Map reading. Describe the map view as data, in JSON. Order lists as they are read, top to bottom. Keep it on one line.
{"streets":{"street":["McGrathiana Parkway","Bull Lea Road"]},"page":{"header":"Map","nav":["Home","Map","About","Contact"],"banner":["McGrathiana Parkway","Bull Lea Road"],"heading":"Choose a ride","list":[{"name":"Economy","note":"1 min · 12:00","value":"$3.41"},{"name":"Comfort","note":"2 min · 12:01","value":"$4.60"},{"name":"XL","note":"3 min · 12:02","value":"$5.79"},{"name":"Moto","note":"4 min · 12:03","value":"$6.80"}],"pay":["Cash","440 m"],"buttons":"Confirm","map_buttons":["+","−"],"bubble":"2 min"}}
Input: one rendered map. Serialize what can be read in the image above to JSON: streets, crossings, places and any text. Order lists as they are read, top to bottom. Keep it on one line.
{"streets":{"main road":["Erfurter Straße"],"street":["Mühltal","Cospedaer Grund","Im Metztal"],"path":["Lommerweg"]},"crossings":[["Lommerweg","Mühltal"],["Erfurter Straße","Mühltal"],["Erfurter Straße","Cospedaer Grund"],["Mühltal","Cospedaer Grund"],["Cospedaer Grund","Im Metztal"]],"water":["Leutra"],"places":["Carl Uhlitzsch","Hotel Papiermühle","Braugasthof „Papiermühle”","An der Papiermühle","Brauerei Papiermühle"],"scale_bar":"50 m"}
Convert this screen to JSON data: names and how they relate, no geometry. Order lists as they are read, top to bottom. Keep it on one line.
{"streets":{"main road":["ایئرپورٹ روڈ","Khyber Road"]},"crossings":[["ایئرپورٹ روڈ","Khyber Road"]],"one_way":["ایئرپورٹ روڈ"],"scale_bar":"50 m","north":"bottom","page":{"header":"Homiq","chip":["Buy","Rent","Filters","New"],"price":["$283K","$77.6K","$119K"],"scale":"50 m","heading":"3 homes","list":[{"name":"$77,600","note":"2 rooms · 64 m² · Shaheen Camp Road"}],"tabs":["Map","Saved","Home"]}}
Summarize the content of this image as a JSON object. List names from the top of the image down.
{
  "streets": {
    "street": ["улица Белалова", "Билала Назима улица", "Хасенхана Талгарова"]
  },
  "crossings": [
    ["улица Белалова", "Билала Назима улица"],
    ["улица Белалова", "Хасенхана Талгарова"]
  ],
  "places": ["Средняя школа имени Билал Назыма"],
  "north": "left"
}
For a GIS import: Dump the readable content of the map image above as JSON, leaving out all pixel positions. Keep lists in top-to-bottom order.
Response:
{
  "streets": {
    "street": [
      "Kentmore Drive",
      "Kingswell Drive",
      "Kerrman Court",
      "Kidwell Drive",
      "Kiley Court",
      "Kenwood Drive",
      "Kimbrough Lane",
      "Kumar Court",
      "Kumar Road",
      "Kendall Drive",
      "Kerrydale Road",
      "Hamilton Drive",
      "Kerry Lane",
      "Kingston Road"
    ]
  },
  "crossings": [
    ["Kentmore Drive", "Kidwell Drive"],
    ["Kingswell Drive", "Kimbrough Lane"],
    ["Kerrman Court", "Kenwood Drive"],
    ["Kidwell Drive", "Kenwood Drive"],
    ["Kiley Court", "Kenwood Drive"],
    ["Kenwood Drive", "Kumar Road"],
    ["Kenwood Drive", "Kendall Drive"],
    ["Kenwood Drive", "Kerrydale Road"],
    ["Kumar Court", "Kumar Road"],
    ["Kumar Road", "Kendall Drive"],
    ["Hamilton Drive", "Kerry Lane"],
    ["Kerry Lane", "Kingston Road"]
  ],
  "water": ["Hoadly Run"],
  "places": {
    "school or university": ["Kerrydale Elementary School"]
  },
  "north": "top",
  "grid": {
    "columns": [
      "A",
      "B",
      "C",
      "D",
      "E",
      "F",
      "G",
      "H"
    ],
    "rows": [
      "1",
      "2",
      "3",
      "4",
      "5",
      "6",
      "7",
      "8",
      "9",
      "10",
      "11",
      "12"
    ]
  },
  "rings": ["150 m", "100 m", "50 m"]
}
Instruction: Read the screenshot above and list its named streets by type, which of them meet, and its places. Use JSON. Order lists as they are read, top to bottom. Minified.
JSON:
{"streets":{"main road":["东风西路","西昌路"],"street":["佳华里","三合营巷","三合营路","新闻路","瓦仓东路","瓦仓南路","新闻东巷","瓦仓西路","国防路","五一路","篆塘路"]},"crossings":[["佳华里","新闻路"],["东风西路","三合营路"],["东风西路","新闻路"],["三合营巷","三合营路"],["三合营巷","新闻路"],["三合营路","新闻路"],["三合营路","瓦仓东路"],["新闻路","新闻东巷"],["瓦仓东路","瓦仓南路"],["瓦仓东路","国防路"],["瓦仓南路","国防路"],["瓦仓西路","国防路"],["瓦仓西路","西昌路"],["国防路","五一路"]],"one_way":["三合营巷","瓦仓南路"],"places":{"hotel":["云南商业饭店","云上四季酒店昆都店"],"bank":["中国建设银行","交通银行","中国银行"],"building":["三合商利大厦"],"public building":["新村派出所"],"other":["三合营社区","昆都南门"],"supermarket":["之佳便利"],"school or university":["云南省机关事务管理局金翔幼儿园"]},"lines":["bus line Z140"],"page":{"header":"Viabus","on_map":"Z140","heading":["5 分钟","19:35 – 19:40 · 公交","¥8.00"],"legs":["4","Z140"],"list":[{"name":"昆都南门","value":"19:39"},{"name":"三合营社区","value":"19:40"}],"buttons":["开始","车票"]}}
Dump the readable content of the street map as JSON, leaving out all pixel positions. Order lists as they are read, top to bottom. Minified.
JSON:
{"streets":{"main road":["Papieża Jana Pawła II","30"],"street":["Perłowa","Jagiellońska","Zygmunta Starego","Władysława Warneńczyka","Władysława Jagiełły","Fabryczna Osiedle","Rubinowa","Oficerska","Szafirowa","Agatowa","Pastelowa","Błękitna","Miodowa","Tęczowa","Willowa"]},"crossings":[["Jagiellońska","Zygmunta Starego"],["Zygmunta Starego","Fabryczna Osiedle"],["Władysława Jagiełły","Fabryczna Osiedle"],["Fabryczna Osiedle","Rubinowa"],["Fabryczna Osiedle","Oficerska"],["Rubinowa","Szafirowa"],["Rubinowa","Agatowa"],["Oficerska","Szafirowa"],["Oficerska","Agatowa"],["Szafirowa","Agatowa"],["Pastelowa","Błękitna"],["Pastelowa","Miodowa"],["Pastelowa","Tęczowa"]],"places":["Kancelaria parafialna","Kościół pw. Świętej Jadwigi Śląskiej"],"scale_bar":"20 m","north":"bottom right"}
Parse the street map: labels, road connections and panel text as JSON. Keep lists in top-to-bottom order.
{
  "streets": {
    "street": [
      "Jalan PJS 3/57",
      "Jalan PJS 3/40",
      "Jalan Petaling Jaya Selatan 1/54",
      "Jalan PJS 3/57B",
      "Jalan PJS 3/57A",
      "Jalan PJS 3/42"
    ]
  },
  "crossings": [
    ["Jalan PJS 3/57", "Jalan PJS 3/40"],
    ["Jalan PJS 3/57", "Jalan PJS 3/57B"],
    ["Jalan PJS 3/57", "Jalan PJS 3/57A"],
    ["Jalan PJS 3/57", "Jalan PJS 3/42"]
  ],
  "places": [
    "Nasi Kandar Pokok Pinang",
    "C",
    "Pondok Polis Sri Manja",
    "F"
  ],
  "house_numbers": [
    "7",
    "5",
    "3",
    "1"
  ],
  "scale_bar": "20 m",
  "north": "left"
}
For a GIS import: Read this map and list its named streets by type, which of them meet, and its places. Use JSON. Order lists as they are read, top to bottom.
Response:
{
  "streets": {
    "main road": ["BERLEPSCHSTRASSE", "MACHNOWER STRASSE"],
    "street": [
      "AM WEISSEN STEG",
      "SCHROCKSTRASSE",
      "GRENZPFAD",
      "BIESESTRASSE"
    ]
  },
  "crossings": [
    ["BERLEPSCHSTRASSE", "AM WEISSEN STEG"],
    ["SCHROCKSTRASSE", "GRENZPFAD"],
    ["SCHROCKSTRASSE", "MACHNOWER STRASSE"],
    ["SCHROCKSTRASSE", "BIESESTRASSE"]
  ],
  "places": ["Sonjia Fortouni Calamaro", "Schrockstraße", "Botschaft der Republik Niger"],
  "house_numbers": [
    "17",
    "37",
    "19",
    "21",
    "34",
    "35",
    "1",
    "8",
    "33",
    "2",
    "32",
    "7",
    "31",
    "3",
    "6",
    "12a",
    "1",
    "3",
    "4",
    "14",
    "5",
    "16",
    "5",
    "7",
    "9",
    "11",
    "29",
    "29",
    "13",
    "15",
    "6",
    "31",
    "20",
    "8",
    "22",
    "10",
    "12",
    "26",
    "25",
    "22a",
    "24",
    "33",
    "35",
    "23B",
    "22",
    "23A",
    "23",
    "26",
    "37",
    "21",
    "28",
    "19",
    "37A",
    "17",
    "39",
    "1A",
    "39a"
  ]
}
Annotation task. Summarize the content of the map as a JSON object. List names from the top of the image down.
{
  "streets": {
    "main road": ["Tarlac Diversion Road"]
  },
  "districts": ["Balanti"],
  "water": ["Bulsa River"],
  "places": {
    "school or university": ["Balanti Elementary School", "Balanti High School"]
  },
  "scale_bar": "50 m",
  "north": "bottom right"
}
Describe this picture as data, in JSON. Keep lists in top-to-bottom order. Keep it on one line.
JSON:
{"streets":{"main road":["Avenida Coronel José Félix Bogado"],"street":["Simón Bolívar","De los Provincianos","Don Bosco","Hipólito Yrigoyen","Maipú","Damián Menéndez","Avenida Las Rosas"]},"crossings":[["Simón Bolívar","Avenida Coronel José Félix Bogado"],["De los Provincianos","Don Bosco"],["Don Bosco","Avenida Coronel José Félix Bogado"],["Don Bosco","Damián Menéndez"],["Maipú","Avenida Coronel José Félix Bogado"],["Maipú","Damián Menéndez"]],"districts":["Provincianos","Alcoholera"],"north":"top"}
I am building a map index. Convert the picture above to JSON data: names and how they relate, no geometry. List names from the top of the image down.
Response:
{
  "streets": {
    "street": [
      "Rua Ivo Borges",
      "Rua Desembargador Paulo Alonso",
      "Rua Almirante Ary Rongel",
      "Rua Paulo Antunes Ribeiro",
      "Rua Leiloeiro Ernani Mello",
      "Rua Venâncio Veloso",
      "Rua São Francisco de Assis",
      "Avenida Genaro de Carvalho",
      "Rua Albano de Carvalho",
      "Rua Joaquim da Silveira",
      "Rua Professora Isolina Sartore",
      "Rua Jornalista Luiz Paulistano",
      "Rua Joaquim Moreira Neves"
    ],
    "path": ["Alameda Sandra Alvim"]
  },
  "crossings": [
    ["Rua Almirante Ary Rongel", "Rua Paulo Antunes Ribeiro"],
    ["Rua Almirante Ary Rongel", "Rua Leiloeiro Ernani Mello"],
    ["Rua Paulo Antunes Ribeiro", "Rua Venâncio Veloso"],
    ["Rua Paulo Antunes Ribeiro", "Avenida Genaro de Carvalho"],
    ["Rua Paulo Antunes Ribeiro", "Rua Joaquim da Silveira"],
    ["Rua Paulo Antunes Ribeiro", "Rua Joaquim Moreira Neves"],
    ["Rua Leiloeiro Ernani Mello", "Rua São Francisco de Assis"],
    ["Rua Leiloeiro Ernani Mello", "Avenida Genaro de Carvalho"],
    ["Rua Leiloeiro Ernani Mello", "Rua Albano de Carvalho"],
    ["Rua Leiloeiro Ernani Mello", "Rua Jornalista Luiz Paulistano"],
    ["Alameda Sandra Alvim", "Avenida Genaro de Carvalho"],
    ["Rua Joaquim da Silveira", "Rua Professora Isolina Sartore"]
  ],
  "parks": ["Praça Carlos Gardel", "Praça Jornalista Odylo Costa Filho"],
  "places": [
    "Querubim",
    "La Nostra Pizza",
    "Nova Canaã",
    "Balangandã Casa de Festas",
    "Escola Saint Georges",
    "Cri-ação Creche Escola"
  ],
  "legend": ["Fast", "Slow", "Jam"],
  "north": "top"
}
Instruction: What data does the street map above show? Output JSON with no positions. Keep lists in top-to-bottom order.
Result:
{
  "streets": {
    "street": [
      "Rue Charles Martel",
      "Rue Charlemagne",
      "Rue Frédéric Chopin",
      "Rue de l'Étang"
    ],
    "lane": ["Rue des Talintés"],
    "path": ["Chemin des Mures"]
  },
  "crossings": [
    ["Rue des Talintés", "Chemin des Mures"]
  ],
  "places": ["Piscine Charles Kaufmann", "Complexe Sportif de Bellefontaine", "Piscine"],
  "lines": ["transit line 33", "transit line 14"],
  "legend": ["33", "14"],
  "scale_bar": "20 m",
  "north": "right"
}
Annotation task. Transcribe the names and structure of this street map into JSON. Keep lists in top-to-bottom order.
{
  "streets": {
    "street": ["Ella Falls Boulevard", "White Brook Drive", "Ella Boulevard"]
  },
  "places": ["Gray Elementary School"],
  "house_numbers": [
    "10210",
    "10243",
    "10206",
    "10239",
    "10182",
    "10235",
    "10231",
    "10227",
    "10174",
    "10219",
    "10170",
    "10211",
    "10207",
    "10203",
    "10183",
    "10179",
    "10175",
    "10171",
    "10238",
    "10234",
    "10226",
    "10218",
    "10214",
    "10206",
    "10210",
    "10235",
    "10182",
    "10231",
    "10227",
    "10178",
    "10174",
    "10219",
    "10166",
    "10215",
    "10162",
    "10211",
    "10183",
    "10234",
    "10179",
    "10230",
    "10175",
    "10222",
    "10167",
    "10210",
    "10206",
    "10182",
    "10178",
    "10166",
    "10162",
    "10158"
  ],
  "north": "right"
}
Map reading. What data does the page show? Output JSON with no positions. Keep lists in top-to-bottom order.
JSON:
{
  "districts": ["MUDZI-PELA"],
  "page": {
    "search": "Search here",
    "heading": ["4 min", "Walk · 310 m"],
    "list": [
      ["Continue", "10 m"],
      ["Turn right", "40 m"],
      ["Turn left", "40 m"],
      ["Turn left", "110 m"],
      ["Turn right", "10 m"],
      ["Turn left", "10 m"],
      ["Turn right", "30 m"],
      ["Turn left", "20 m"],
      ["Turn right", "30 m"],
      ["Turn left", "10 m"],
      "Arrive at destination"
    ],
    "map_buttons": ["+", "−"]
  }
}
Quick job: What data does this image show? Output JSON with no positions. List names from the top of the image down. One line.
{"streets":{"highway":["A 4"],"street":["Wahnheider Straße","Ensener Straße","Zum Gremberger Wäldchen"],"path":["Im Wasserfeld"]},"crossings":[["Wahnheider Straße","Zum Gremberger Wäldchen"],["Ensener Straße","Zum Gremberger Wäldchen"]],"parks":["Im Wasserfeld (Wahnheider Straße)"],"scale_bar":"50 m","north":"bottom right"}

##########

Set down, from the entries above, exactly the lines from the one with "For a GIS import: Read" up to and including the one with "Describe this picture", and no other lines.

For a GIS import: Read this map and list its named streets by type, which of them meet, and its places. Use JSON. Order lists as they are read, top to bottom.
Response:
{
  "streets": {
    "main road": ["BERLEPSCHSTRASSE", "MACHNOWER STRASSE"],
    "street": [
      "AM WEISSEN STEG",
      "SCHROCKSTRASSE",
      "GRENZPFAD",
      "BIESESTRASSE"
    ]
  },
  "crossings": [
    ["BERLEPSCHSTRASSE", "AM WEISSEN STEG"],
    ["SCHROCKSTRASSE", "GRENZPFAD"],
    ["SCHROCKSTRASSE", "MACHNOWER STRASSE"],
    ["SCHROCKSTRASSE", "BIESESTRASSE"]
  ],
  "places": ["Sonjia Fortouni Calamaro", "Schrockstraße", "Botschaft der Republik Niger"],
  "house_numbers": [
    "17",
    "37",
    "19",
    "21",
    "34",
    "35",
    "1",
    "8",
    "33",
    "2",
    "32",
    "7",
    "31",
    "3",
    "6",
    "12a",
    "1",
    "3",
    "4",
    "14",
    "5",
    "16",
    "5",
    "7",
    "9",
    "11",
    "29",
    "29",
    "13",
    "15",
    "6",
    "31",
    "20",
    "8",
    "22",
    "10",
    "12",
    "26",
    "25",
    "22a",
    "24",
    "33",
    "35",
    "23B",
    "22",
    "23A",
    "23",
    "26",
    "37",
    "21",
    "28",
    "19",
    "37A",
    "17",
    "39",
    "1A",
    "39a"
  ]
}
Annotation task. Summarize the content of the map as a JSON object. List names from the top of the image down.
{
  "streets": {
    "main road": ["Tarlac Diversion Road"]
  },
  "districts": ["Balanti"],
  "water": ["Bulsa River"],
  "places": {
    "school or university": ["Balanti Elementary School", "Balanti High School"]
  },
  "scale_bar": "50 m",
  "north": "bottom right"
}
Describe this picture as data, in JSON. Keep lists in top-to-bottom order. Keep it on one line.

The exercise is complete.